▸ **PROBLEM TO SOLVE**: Repeat the entries. Each one must match exactly.

[Collected data entries]
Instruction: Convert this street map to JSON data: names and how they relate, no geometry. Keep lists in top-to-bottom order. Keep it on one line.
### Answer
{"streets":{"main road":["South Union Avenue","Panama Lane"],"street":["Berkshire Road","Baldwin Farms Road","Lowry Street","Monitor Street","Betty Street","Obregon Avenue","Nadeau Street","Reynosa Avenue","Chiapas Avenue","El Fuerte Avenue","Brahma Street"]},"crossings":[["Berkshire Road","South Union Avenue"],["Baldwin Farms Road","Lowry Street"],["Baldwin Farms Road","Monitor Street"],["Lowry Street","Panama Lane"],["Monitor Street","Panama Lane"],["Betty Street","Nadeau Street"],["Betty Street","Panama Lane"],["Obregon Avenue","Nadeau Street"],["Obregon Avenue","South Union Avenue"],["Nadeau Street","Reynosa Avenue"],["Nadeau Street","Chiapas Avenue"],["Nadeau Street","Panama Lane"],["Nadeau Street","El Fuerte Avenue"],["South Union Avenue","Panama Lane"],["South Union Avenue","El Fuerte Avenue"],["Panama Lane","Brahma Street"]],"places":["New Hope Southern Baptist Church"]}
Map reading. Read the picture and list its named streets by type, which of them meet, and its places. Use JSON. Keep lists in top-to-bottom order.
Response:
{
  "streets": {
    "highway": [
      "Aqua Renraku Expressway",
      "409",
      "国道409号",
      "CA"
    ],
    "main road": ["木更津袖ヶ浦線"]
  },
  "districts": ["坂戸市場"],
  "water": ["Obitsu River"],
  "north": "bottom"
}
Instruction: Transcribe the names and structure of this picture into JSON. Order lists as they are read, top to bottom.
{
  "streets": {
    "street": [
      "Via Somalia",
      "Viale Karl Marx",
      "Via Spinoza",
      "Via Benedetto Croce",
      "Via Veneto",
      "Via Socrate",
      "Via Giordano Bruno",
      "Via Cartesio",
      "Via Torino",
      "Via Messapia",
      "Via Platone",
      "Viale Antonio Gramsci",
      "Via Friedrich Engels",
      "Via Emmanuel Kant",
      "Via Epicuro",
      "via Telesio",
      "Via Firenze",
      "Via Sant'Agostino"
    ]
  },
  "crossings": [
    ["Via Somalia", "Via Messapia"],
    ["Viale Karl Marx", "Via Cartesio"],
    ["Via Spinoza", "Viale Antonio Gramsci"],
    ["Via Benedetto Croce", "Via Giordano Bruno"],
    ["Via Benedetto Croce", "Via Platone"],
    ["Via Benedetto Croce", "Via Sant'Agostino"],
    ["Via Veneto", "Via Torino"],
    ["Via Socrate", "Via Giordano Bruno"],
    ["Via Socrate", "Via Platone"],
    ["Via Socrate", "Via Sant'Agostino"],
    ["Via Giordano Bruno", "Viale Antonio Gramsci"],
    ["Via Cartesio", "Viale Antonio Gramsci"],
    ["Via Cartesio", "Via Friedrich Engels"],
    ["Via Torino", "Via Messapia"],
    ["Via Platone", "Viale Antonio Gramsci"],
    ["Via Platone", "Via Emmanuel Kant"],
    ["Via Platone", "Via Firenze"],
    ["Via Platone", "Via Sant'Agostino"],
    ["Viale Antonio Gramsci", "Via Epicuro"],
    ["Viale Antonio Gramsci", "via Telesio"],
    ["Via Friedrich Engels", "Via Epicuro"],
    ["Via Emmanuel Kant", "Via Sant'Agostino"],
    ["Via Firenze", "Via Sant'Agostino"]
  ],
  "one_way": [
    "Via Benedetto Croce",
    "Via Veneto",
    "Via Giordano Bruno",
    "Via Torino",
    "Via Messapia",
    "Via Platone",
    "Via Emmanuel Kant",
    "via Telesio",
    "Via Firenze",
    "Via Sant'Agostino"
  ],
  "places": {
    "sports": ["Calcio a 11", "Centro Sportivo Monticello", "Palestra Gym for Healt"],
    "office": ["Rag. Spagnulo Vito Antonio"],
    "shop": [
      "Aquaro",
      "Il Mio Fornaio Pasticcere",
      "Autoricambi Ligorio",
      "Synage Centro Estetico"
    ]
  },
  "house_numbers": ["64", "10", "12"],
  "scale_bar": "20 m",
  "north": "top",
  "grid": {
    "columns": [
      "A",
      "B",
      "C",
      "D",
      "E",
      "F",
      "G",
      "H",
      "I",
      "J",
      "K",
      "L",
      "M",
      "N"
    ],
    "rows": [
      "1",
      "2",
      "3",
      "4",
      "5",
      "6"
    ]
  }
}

▸ **OUTPUT OF THE EXERCISE**:
Instruction: Convert this street map to JSON data: names and how they relate, no geometry. Keep lists in top-to-bottom order. Keep it on one line.
### Answer
{"streets":{"main road":["South Union Avenue","Panama Lane"],"street":["Berkshire Road","Baldwin Farms Road","Lowry Street","Monitor Street","Betty Street","Obregon Avenue","Nadeau Street","Reynosa Avenue","Chiapas Avenue","El Fuerte Avenue","Brahma Street"]},"crossings":[["Berkshire Road","South Union Avenue"],["Baldwin Farms Road","Lowry Street"],["Baldwin Farms Road","Monitor Street"],["Lowry Street","Panama Lane"],["Monitor Street","Panama Lane"],["Betty Street","Nadeau Street"],["Betty Street","Panama Lane"],["Obregon Avenue","Nadeau Street"],["Obregon Avenue","South Union Avenue"],["Nadeau Street","Reynosa Avenue"],["Nadeau Street","Chiapas Avenue"],["Nadeau Street","Panama Lane"],["Nadeau Street","El Fuerte Avenue"],["South Union Avenue","Panama Lane"],["South Union Avenue","El Fuerte Avenue"],["Panama Lane","Brahma Street"]],"places":["New Hope Southern Baptist Church"]}
Map reading. Read the picture and list its named streets by type, which of them meet, and its places. Use JSON. Keep lists in top-to-bottom order.
Response:
{
  "streets": {
    "highway": [
      "Aqua Renraku Expressway",
      "409",
      "国道409号",
      "CA"
    ],
    "main road": ["木更津袖ヶ浦線"]
  },
  "districts": ["坂戸市場"],
  "water": ["Obitsu River"],
  "north": "bottom"
}
Instruction: Transcribe the names and structure of this picture into JSON. Order lists as they are read, top to bottom.
{
  "streets": {
    "street": [
      "Via Somalia",
      "Viale Karl Marx",
      "Via Spinoza",
      "Via Benedetto Croce",
      "Via Veneto",
      "Via Socrate",
      "Via Giordano Bruno",
      "Via Cartesio",
      "Via Torino",
      "Via Messapia",
      "Via Platone",
      "Viale Antonio Gramsci",
      "Via Friedrich Engels",
      "Via Emmanuel Kant",
      "Via Epicuro",
      "via Telesio",
      "Via Firenze",
      "Via Sant'Agostino"
    ]
  },
  "crossings": [
    ["Via Somalia", "Via Messapia"],
    ["Viale Karl Marx", "Via Cartesio"],
    ["Via Spinoza", "Viale Antonio Gramsci"],
    ["Via Benedetto Croce", "Via Giordano Bruno"],
    ["Via Benedetto Croce", "Via Platone"],
    ["Via Benedetto Croce", "Via Sant'Agostino"],
    ["Via Veneto", "Via Torino"],
    ["Via Socrate", "Via Giordano Bruno"],
    ["Via Socrate", "Via Platone"],
    ["Via Socrate", "Via Sant'Agostino"],
    ["Via Giordano Bruno", "Viale Antonio Gramsci"],
    ["Via Cartesio", "Viale Antonio Gramsci"],
    ["Via Cartesio", "Via Friedrich Engels"],
    ["Via Torino", "Via Messapia"],
    ["Via Platone", "Viale Antonio Gramsci"],
    ["Via Platone", "Via Emmanuel Kant"],
    ["Via Platone", "Via Firenze"],
    ["Via Platone", "Via Sant'Agostino"],
    ["Viale Antonio Gramsci", "Via Epicuro"],
    ["Viale Antonio Gramsci", "via Telesio"],
    ["Via Friedrich Engels", "Via Epicuro"],
    ["Via Emmanuel Kant", "Via Sant'Agostino"],
    ["Via Firenze", "Via Sant'Agostino"]
  ],
  "one_way": [
    "Via Benedetto Croce",
    "Via Veneto",
    "Via Giordano Bruno",
    "Via Torino",
    "Via Messapia",
    "Via Platone",
    "Via Emmanuel Kant",
    "via Telesio",
    "Via Firenze",
    "Via Sant'Agostino"
  ],
  "places": {
    "sports": ["Calcio a 11", "Centro Sportivo Monticello", "Palestra Gym for Healt"],
    "office": ["Rag. Spagnulo Vito Antonio"],
    "shop": [
      "Aquaro",
      "Il Mio Fornaio Pasticcere",
      "Autoricambi Ligorio",
      "Synage Centro Estetico"
    ]
  },
  "house_numbers": ["64", "10", "12"],
  "scale_bar": "20 m",
  "north": "top",
  "grid": {
    "columns": [
      "A",
      "B",
      "C",
      "D",
      "E",
      "F",
      "G",
      "H",
      "I",
      "J",
      "K",
      "L",
      "M",
      "N"
    ],
    "rows": [
      "1",
      "2",
      "3",
      "4",
      "5",
      "6"
    ]
  }
}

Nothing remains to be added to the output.